Defendant Borges notes that plaintiff's medical file indicates that he was examined by cardiologist Dr. Dassah several times, that plaintiff underwent a number of tests: treadmill, Nuclear Heart Studies and other EKG's, all of which have "conclusively established that plaintiff does not suffer from any apparent heart disease and has not had any heart attacks or similar problems." Borges Dec, ¶ 4. Defendant goes on to assert that plaintiff does have a "higher risk for heart disease" due to obesity, smoking and high cholesterol, but avers that these factors are out of his (Borges') control. Id. Borges declares that he never refused to examine or treat plaintiff and strove to treat him with dignity, that plaintiff has received by his professional estimation, "all reasonable and medical care consistent with community standards and CDC policies and procedures." Borges Dec, ¶ 5.
Defendant Penner
Defendant Penner declares that he is a licensed medical doctor who has been practicing medicine for twenty years, the last six of which he has been employed by the CDC at CSP-Sac. Penner Dec, ¶ 2.
Plaintiff alleges that on February 8, 2002, he experienced severe chest pains, and was carried to the B-facility infirmary where he was examined by defendant Dr. Penner. SAC, p. 7. The examination included an EKG, which revealed serious cardiovascular conditions, an "anterior infarct," which means there are dead or damaged muscles on the heart's surface; "inferior ischemia," a result of too little oxygen reaching the heart; and "T-wave abnormality." Id. Plaintiff also suffers from high blood pressure. Id. The EKG results prompted defendant Penner to fill out a form requesting outside medical care for plaintiff, indicating that the medical attention was reasonable and necessary to protect life. Id. However, plaintiff was not sent to a cardiologist as a result of this request and continued to suffer chest pains. Id. From the date of the first request made for plaintiff to see an outside specialist, on February 8, 2002, it took a little more than a year, February 14, 2003, for plaintiff to receive an angiogram. On February 14, 2003, defendant Penner signed a Code 2 emergency form stating that plaintiff needed medical attention elsewhere; plaintiff was taken first to a hospital in Folsom then transferred to a hospital in Modesto where the angiogram was taken.
In a declaration that generally mirrors that of defendant Borges, Penner concedes that he did examine plaintiff on Feb. 8, 2002, noting his history of hypertension and obesity, and ran an EKG on him when plaintiff came in complaining of chest pains. Penner Dec, ¶ 3. Based on the EKG test, Penner referred plaintiff to a cardiologist. Id. Like defendant Borges, defendant Penner does not schedule cardiology appointments and had no control over when plaintiff might be seen. Id. The referral was made on a non-emergency basis and defendant Penner would have expected the appointment to be made in the normal course of business. Id. Defendant Penner states that he has included a copy of his referral attached as Exhibit A; however, this court finds no such referral.

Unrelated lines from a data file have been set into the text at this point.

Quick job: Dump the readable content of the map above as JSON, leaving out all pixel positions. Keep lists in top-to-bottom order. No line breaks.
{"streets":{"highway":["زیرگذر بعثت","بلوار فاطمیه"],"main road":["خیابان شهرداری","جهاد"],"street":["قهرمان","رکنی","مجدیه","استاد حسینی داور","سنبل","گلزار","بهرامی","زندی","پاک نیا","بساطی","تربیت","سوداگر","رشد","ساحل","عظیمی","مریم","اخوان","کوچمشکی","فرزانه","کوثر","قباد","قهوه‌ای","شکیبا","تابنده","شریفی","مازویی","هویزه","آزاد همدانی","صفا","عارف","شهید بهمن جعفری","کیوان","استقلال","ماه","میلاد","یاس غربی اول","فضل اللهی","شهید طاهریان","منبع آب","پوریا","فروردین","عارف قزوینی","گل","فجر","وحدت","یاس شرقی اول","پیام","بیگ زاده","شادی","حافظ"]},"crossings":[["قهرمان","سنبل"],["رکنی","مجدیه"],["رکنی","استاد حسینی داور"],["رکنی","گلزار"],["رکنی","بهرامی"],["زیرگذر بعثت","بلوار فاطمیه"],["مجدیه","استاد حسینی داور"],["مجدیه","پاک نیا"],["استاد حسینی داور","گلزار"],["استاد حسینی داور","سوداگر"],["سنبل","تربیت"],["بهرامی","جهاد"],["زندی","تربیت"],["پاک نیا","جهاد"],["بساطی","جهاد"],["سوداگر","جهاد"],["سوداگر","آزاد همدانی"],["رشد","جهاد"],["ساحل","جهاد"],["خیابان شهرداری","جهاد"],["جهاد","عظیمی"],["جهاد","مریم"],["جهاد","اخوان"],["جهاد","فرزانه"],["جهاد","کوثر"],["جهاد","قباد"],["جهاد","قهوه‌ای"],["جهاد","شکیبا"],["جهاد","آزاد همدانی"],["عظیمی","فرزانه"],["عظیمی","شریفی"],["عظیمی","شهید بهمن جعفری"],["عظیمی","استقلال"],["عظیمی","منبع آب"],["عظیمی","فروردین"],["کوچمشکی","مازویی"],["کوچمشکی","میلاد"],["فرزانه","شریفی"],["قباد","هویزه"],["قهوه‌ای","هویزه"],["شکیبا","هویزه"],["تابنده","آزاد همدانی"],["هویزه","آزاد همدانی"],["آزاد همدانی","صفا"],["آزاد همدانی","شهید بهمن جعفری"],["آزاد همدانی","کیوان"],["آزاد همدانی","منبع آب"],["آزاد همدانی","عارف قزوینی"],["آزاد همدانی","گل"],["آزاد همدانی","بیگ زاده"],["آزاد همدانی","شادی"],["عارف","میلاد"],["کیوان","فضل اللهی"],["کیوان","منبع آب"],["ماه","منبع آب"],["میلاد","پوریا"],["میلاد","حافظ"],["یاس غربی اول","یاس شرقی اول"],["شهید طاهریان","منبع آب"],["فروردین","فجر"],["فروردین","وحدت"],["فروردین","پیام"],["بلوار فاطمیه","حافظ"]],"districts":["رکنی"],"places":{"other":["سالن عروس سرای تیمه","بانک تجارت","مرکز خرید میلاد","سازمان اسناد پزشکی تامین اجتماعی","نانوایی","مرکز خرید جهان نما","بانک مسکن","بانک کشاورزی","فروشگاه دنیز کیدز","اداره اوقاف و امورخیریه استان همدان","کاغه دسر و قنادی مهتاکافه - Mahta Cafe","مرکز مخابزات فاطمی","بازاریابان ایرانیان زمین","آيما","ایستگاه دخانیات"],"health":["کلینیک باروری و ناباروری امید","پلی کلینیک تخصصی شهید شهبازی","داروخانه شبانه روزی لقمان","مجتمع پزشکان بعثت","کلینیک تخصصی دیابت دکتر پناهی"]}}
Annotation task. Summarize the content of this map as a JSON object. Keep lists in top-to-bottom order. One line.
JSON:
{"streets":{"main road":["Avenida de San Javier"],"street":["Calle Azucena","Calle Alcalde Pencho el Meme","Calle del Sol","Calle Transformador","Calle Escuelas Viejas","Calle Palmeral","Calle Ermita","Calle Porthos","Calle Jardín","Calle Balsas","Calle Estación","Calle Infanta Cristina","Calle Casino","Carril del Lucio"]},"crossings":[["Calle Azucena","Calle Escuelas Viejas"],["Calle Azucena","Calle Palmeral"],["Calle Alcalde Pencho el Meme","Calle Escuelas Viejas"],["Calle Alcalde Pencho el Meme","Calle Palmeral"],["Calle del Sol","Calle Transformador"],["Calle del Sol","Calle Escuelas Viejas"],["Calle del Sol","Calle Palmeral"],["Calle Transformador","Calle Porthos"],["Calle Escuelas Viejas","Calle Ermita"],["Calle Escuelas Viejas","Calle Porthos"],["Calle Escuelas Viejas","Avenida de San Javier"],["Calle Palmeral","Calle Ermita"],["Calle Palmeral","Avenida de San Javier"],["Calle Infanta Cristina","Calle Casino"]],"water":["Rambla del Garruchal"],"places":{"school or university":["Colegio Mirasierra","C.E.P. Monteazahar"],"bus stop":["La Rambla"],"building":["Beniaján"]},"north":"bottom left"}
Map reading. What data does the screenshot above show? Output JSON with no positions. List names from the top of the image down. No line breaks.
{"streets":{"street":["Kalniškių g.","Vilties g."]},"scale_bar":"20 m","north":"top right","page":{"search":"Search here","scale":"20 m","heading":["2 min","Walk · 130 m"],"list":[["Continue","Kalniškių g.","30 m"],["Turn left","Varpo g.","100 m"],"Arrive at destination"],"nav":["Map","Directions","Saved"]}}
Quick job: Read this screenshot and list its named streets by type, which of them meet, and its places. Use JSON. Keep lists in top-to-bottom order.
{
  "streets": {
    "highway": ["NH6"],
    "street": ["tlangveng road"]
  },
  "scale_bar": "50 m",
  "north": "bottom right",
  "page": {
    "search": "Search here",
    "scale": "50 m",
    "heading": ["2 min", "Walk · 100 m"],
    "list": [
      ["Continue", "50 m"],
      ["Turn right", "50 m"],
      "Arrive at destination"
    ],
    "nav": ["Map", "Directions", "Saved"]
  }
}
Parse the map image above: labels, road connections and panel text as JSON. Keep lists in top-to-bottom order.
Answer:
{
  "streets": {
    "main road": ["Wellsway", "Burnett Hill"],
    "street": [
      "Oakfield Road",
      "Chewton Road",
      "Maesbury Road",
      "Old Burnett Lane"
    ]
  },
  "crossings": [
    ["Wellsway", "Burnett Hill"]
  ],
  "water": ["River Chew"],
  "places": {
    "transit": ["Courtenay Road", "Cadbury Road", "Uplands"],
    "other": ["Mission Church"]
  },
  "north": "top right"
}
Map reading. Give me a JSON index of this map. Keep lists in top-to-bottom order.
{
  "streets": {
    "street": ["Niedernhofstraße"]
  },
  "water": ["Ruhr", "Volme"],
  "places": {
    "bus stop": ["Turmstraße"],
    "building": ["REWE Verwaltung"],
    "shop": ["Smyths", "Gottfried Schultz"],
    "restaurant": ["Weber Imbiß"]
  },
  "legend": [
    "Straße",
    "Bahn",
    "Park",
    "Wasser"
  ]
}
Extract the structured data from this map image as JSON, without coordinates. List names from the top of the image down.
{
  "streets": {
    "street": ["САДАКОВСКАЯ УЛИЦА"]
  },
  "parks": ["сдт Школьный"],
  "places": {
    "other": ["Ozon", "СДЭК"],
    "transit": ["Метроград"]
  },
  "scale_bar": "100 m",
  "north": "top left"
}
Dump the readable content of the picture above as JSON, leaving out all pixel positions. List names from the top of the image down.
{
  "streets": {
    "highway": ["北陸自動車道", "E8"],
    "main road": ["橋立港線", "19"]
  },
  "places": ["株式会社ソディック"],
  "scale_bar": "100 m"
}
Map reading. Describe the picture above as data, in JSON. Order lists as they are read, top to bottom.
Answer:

Id.
The remainder of the declaration echoes that of the other physician defendants, averring that plaintiff was never at "`great risk'" of harm or injury as a result of the incidents described in plaintiff's allegations and that plaintiff's higher risk factor comes from his obesity, smoking and high cholesterol. Penner Dec, ¶¶ 4, 5.
Opposition
Plaintiff begins his opposition by saying that inmates are subjected to unconstitutional violations with no representation in court when they bring their claims seeking redress, unlike defendants, who have counsel. Opp., p. 1. Plaintiff contends that when defendants Borges and Penner filled out the medical forms for requests for outside medical attention that, far from being routine as defendants declare herein, the doctors were alerted to the [imminent] possibility of a stroke or heart attack and believed there was nothing routine about a blood pressure reading of 204/106. Opp., p. 3. Plaintiff's Exhibit A consists of two unauthenticated copies of what appear to be requests for outside medical consultant services. Both are marked "urgent," with one appearing to state that plaintiff needed a "cardio" service, presumably an EKG?, and the other requesting an "exercise, nuclear imaging." Plaintiff contends that one of the doctor defendants (without saying whom) stated that "they did not want me dieing [sp] on their watch." Opp., p. 3. Plaintiff further warrants, although he produces no documentation in support, authenticated or not, that on the back side of these forms there was a statement indicating that the request was made "to protect life." Id. Further, plaintiff points to Exhibit B, a copy of a November 10, 2004, Director's Level appeal response, wherein "[t]he institution states that the appellant does have a history of chest pains relieved by nitroglycerin and . . . EKG's show either an anterior wall heart attack or middle wall heart attack." Plaintiff avers that this is the assessment of defendant Penner and appears to believe that this is his, as it were, smoking gun. He condemns the actions of all of the defendants.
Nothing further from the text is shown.